Because of the linked exchange rate system, HK dollar has to move in unison with the US dollar. Now that the US dollar is rising against most other world currencies, the HK dollar has to move up as well. As a small open economy that relies on trading of goods and services, a strong currency invariably means weak demand, as has been observed before. But this time, it is happening when HK prices are very high, due to the influx of capital and purchasing power in the last few years. Asset prices, such as housing, have exceeded historical highs by wide margins. Some steep correction is bound to happen.
The housing bubble has been sustained by a small supply of new ready-to-occupy housing units, government double duty legislation (which encouraged property investors to hold on to their recent investments), low interest rates, foreign demand (which hit other world cities as well, not just HK) and strong economic growth. However, all this is going to change dramatically in the opposite direction. The supply of new units will significantly increase in the next few years. Units that were “frozen” by the double-duty legislation will soon be released. Interest rates will go up, following US interest rates. Even though the pace of interest rate increase may not be fast, the clear rising trend will change the price expectations of housing investors.
One crucial factor that affects the speed of housing price correction is the state of the HK economy. Slowing growth in China will cast a shadow on the HK economy for years to come, which is already weakened by a strong currency. Shocks in third world countries in terms of exchange rate changes or debt crises could cause sudden outflows of capital and credit contraction. In these scenarios, job losses will follow inevitably and personal income will take a sudden downturn. Property owners will then have difficulty servicing their mortgages. Those who cannot make repayments will be forced to sell off their property, sending housing prices down. The balance sheet effect of bad loans on the lenders will also trigger liquidations.

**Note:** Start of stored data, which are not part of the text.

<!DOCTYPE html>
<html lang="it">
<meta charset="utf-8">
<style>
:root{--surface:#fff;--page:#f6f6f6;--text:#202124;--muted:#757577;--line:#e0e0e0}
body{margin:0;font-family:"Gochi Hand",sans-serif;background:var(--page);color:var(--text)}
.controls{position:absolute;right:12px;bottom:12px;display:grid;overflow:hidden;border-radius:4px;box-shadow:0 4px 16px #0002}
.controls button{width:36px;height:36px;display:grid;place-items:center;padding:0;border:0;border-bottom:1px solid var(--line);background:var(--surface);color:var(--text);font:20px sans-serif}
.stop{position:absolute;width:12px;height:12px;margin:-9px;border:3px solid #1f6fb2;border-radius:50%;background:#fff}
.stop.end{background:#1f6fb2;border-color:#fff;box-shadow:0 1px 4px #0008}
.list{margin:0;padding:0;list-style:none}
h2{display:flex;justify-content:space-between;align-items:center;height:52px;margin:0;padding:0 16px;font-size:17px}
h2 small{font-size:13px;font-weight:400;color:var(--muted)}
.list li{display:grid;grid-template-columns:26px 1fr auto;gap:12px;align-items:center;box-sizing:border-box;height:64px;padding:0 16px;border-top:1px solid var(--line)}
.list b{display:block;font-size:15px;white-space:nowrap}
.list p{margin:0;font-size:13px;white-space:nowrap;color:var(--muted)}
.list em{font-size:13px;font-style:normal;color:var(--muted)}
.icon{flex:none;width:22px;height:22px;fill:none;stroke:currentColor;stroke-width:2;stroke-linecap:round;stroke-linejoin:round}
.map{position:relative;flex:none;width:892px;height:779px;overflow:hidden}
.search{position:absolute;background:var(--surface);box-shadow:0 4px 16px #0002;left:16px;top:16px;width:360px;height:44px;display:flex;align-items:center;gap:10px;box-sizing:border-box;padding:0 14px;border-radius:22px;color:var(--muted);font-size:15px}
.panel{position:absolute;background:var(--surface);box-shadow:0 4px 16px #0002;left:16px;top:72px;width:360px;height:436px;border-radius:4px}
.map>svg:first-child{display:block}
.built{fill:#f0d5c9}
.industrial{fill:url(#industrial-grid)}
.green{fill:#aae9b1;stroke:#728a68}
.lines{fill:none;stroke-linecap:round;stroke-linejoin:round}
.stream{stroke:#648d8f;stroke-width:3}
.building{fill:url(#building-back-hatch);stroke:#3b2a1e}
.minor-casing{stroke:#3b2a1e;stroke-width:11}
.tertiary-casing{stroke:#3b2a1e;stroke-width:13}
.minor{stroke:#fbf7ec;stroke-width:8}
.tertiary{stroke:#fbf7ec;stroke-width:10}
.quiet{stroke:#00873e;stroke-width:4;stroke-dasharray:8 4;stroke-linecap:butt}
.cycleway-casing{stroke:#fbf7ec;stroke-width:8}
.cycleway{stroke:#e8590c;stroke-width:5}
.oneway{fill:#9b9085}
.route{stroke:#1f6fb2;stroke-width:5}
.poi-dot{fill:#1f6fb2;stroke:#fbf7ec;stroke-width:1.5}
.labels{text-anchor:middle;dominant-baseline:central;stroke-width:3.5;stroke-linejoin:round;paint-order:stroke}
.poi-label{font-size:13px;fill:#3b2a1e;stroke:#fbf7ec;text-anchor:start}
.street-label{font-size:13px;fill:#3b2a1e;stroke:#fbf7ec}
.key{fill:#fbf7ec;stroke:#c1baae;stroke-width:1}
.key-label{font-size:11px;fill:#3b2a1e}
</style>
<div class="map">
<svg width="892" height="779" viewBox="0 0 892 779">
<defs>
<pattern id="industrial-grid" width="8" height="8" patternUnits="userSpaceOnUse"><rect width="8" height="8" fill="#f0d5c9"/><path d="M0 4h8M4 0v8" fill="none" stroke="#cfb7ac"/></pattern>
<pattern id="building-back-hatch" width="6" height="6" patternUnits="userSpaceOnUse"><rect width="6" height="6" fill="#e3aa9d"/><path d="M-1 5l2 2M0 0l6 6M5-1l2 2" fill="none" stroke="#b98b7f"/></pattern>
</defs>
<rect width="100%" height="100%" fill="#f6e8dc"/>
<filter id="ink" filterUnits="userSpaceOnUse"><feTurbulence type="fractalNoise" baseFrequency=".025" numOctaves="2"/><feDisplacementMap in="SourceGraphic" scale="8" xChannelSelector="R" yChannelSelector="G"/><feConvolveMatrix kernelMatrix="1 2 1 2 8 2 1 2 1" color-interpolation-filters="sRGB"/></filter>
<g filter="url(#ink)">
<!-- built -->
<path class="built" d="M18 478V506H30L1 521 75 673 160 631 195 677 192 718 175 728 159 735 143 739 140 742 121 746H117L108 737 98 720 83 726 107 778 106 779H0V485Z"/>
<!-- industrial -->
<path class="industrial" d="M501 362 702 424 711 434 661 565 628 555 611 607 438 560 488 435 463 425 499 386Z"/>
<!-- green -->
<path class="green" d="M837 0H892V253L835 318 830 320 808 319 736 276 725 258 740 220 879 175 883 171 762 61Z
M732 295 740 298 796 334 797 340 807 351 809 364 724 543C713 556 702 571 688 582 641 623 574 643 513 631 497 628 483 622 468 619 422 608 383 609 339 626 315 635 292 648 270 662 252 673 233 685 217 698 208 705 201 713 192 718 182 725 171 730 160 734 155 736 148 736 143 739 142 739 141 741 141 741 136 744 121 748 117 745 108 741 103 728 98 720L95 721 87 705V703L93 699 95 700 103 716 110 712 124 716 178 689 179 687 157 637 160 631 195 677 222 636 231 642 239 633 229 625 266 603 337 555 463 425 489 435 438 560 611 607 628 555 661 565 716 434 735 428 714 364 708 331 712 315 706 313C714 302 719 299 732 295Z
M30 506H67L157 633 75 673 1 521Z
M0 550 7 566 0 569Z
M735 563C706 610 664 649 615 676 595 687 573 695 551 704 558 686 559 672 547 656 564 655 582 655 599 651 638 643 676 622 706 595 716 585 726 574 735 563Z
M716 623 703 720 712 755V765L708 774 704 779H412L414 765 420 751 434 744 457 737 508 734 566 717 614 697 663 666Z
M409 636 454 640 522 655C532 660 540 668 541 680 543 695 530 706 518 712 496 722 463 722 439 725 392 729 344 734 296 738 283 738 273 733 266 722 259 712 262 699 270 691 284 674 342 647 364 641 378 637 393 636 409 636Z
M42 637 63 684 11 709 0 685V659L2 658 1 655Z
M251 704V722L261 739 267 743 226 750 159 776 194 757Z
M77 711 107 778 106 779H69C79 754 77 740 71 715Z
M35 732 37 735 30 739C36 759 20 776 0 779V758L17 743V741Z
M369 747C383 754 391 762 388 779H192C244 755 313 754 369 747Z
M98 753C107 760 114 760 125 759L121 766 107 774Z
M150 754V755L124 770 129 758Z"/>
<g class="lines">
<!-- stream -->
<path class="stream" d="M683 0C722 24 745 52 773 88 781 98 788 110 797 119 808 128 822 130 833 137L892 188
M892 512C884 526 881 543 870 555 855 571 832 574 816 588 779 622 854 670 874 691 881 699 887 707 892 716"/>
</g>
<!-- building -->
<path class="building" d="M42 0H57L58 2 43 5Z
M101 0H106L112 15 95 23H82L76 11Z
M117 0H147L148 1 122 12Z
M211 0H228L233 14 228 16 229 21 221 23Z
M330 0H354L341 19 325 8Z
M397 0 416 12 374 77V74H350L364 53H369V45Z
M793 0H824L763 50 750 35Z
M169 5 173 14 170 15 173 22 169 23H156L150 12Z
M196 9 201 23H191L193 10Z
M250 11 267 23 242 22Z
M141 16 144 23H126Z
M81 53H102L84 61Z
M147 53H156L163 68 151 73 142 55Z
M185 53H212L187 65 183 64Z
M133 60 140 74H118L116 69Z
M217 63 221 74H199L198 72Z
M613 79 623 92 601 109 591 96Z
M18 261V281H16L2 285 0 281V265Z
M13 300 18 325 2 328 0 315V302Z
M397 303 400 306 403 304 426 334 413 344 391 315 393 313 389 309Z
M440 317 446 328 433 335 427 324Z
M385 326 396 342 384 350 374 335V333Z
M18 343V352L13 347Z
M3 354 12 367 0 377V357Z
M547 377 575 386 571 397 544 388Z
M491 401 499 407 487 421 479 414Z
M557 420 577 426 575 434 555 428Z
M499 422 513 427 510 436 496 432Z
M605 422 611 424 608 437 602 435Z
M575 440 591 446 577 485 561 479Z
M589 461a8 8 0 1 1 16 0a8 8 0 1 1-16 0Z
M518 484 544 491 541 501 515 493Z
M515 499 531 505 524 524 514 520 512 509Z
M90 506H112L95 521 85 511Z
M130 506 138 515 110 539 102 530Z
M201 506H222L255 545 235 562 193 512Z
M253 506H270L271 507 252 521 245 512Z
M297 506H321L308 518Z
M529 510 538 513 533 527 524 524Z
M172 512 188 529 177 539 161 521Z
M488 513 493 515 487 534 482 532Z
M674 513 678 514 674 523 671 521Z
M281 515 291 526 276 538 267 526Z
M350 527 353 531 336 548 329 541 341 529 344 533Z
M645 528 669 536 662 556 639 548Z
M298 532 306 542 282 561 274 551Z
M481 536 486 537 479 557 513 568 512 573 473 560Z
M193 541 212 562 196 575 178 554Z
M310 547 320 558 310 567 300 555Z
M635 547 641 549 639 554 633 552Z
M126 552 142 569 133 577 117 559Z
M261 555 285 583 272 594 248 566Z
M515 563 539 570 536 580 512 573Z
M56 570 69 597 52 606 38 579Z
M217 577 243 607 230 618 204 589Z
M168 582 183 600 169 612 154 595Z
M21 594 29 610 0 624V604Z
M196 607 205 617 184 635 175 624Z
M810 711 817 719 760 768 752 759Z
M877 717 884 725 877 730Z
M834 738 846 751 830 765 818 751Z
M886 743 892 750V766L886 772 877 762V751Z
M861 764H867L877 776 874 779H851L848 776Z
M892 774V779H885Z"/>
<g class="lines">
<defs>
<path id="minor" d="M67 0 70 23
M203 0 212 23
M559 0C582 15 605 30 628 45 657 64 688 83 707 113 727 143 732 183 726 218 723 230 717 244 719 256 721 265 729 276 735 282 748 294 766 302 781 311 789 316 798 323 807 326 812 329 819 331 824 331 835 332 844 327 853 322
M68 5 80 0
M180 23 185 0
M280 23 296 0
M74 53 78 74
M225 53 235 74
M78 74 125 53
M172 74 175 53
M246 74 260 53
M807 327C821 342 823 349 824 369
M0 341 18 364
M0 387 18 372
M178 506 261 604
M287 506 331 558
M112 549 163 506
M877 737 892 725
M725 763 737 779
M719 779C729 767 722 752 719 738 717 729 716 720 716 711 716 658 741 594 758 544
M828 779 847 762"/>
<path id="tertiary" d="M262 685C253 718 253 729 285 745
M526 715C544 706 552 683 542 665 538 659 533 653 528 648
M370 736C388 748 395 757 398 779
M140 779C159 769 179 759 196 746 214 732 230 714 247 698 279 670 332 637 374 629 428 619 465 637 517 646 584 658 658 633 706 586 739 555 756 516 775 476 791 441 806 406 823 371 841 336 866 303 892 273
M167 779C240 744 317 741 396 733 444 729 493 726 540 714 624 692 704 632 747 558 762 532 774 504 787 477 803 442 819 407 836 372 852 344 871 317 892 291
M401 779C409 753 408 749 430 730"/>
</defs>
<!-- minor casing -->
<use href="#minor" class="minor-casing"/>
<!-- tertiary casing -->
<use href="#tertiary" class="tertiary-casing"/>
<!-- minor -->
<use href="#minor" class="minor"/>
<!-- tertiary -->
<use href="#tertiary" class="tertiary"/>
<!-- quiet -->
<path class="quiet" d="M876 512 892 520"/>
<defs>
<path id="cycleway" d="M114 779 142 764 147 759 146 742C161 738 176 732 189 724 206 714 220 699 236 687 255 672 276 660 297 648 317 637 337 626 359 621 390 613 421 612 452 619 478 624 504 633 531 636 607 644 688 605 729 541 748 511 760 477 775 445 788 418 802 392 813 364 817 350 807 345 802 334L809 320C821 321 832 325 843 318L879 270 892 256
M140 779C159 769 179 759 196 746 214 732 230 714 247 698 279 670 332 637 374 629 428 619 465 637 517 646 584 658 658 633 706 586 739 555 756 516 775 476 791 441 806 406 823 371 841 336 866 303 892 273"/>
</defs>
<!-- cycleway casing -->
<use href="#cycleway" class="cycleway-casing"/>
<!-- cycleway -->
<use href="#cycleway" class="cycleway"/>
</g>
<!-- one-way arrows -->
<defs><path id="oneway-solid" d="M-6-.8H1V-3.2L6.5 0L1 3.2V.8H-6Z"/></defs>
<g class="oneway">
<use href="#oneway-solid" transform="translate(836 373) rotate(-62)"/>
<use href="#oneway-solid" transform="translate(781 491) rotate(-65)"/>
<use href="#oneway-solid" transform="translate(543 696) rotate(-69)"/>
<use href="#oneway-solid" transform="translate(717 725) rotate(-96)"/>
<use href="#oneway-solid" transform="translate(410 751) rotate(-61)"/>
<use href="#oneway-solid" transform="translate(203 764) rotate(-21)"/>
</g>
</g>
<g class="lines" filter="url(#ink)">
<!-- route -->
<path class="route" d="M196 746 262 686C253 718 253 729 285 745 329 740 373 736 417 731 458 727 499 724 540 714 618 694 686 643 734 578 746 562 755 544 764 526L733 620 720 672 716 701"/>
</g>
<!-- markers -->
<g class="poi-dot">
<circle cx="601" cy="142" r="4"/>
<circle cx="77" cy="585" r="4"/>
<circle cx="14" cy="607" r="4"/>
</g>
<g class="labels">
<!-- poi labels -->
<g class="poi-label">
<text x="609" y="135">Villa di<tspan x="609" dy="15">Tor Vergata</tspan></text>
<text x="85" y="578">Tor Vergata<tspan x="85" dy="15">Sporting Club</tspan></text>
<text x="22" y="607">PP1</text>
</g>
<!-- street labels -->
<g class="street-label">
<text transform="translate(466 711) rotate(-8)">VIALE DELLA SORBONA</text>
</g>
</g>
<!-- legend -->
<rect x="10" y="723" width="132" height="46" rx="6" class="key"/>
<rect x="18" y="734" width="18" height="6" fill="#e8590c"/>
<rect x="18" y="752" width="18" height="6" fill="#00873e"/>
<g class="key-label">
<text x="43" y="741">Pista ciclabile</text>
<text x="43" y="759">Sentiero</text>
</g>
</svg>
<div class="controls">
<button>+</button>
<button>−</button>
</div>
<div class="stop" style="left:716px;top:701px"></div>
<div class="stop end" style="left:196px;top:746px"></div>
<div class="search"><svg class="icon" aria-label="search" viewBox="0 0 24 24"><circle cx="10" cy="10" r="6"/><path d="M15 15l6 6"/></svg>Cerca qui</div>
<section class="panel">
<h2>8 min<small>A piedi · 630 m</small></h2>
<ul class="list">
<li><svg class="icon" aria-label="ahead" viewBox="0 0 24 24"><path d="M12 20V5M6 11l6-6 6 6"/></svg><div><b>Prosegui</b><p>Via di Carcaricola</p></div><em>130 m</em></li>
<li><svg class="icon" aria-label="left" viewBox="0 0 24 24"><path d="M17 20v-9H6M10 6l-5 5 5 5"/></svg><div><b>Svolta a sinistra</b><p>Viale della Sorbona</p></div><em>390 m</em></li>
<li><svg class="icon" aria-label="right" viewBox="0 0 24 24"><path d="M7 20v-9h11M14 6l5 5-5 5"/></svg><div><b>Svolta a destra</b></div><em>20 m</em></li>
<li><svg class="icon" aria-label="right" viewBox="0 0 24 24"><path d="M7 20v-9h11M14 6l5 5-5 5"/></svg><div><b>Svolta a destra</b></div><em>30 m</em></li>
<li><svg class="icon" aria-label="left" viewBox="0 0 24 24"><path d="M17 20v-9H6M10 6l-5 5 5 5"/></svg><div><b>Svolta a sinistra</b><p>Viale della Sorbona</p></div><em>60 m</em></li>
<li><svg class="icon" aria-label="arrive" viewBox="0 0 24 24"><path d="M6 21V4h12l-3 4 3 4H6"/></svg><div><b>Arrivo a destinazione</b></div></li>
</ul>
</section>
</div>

The contagion effect could be much larger than expected. Because the present bull run in the housing market was started as early as 2009, the economy has accumulated a large volume of housing-related debts – first and second mortgages and consumer loans. The exact volume of these loans, spread over many different types of lenders, is not precisely known, as many lenders are not financial institutions that are monitored by HKMA.
In a weak economy with substantial housing-related debts, a downward spiral in housing prices can precipitate very quickly. The burst of the housing mortgage bubble in the US in 2008 and the Eurozone debt crisis in 2012 were both results of an accumulation of housing-related debts which was far larger than what central banks and governments had expected. Should a similar bubble burst happen in HK, the impact could be far more serious. Unlike the Federal Reserve and European Central Bank, HK government cannot print money. Also, burdened by the linked exchange system, the government has limited capital to support a collapsing banking system.
August 17, 2015
Prof. Kwong is the Co-Director of the Global Economics and Finance Program at The Chinese University of Hong Kong.